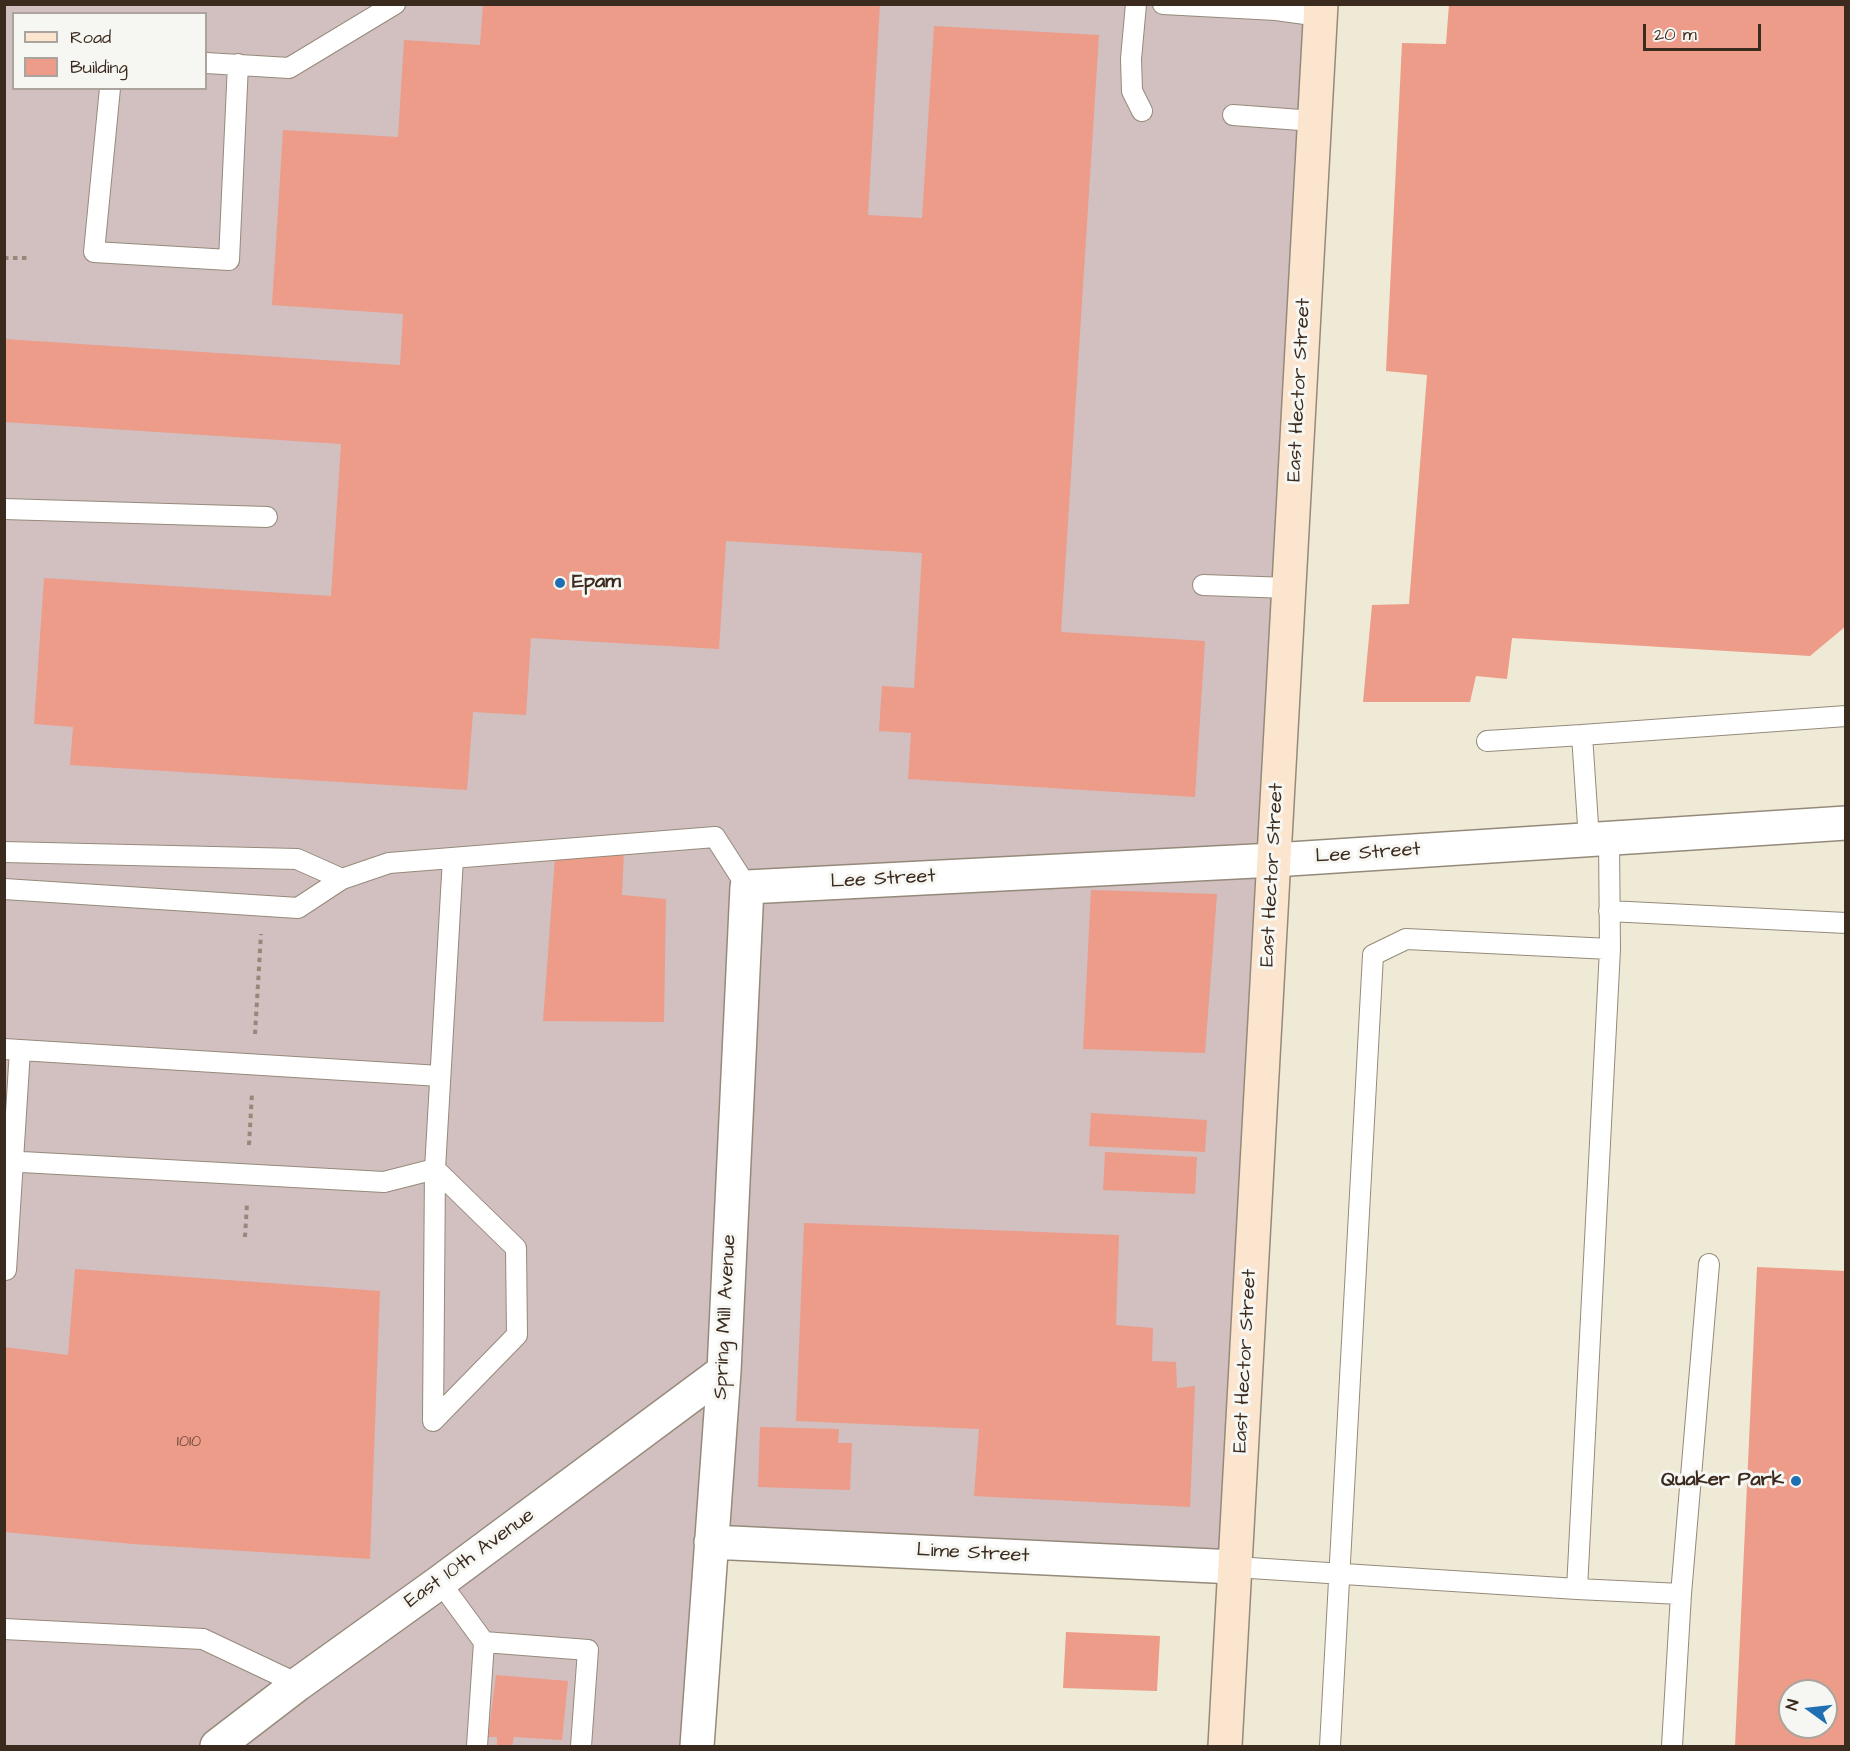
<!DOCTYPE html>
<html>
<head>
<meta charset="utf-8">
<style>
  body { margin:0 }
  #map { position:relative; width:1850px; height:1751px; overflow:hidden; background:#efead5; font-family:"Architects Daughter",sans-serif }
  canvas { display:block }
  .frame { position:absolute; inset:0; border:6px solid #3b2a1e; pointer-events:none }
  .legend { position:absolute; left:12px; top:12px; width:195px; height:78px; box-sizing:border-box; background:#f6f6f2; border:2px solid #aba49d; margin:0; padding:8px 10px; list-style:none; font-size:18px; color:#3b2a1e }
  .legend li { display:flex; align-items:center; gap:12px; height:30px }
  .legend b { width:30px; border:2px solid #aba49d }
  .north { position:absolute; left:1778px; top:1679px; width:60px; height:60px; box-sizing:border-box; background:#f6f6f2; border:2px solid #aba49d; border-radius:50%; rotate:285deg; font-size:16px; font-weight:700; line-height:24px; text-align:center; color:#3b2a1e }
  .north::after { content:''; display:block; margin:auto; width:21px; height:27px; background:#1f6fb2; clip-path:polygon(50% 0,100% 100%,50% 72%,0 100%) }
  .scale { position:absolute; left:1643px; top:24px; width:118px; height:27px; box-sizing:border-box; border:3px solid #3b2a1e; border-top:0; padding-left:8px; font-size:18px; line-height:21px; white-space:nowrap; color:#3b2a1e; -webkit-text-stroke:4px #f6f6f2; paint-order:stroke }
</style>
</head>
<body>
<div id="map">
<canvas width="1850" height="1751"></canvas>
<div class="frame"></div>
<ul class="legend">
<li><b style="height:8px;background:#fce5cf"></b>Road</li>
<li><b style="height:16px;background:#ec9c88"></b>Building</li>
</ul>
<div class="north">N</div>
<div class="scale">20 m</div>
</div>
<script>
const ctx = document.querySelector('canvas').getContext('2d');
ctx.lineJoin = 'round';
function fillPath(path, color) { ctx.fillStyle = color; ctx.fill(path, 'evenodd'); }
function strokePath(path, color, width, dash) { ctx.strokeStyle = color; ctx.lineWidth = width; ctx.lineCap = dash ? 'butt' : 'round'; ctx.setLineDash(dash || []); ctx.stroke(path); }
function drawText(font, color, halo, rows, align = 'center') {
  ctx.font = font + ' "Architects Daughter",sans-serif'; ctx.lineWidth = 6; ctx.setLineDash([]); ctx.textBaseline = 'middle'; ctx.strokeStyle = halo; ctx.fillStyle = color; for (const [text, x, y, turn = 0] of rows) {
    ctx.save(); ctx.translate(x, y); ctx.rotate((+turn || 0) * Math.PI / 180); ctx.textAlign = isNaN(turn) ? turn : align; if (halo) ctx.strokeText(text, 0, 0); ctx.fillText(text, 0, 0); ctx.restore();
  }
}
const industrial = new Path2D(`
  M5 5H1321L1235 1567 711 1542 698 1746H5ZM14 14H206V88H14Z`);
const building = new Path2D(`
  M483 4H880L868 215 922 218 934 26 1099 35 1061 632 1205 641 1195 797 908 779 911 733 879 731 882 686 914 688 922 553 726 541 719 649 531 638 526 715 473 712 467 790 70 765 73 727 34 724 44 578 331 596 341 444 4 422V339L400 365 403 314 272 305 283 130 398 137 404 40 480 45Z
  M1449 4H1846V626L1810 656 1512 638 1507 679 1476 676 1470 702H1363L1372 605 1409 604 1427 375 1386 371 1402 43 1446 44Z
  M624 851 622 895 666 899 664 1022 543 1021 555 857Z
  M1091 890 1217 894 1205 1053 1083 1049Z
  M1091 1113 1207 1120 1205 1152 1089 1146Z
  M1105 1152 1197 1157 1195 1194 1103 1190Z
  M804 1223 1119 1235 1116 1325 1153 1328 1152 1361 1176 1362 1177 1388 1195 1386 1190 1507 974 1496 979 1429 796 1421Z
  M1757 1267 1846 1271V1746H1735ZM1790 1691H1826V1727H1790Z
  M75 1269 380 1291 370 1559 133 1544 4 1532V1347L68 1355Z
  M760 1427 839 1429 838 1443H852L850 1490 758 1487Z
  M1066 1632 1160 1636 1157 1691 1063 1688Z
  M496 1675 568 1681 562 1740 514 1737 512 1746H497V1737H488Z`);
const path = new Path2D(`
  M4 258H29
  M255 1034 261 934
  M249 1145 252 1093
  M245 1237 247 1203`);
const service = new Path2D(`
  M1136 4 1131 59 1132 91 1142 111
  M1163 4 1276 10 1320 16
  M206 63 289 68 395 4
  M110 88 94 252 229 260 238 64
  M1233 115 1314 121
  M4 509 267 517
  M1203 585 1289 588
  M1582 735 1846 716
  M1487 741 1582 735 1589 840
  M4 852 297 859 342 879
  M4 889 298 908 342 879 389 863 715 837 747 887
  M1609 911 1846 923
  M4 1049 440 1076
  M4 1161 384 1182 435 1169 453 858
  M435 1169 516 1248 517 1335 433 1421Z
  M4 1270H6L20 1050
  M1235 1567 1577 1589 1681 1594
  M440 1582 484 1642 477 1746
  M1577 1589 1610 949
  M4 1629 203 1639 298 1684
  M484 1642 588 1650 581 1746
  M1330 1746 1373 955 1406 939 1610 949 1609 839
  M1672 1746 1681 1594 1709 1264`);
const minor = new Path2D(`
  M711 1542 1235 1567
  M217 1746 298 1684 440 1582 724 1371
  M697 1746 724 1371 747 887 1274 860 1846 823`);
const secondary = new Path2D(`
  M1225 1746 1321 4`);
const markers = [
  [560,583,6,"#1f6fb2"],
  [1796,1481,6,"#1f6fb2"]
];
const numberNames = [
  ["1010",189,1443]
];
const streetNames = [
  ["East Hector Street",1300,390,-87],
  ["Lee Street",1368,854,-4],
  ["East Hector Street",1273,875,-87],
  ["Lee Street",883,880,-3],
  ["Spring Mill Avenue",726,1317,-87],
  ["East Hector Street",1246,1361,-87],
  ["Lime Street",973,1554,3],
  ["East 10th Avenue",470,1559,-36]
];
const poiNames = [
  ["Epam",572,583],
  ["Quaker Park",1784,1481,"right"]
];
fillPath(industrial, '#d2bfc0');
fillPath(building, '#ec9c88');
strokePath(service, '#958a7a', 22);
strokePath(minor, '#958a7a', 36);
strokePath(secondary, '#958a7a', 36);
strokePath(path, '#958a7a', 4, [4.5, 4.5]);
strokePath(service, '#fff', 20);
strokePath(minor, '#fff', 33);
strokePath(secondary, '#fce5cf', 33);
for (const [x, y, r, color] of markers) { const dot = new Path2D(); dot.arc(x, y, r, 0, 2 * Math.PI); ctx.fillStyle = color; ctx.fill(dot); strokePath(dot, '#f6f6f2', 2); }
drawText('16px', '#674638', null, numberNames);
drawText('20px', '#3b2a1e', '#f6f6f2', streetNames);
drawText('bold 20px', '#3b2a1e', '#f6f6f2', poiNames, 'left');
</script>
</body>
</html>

* * * *

For the entries above, transcribe precisely the lines from the one with "M217 1746 298 1684 440 1582 724 1371" through the end, including both.

*Answer for the task*.
  M217 1746 298 1684 440 1582 724 1371
  M697 1746 724 1371 747 887 1274 860 1846 823`);
const secondary = new Path2D(`
  M1225 1746 1321 4`);
const markers = [
  [560,583,6,"#1f6fb2"],
  [1796,1481,6,"#1f6fb2"]
];
const numberNames = [
  ["1010",189,1443]
];
const streetNames = [
  ["East Hector Street",1300,390,-87],
  ["Lee Street",1368,854,-4],
  ["East Hector Street",1273,875,-87],
  ["Lee Street",883,880,-3],
  ["Spring Mill Avenue",726,1317,-87],
  ["East Hector Street",1246,1361,-87],
  ["Lime Street",973,1554,3],
  ["East 10th Avenue",470,1559,-36]
];
const poiNames = [
  ["Epam",572,583],
  ["Quaker Park",1784,1481,"right"]
];
fillPath(industrial, '#d2bfc0');
fillPath(building, '#ec9c88');
strokePath(service, '#958a7a', 22);
strokePath(minor, '#958a7a', 36);
strokePath(secondary, '#958a7a', 36);
strokePath(path, '#958a7a', 4, [4.5, 4.5]);
strokePath(service, '#fff', 20);
strokePath(minor, '#fff', 33);
strokePath(secondary, '#fce5cf', 33);
for (const [x, y, r, color] of markers) { const dot = new Path2D(); dot.arc(x, y, r, 0, 2 * Math.PI); ctx.fillStyle = color; ctx.fill(dot); strokePath(dot, '#f6f6f2', 2); }
drawText('16px', '#674638', null, numberNames);
drawText('20px', '#3b2a1e', '#f6f6f2', streetNames);
drawText('bold 20px', '#3b2a1e', '#f6f6f2', poiNames, 'left');
</script>
</body>
</html>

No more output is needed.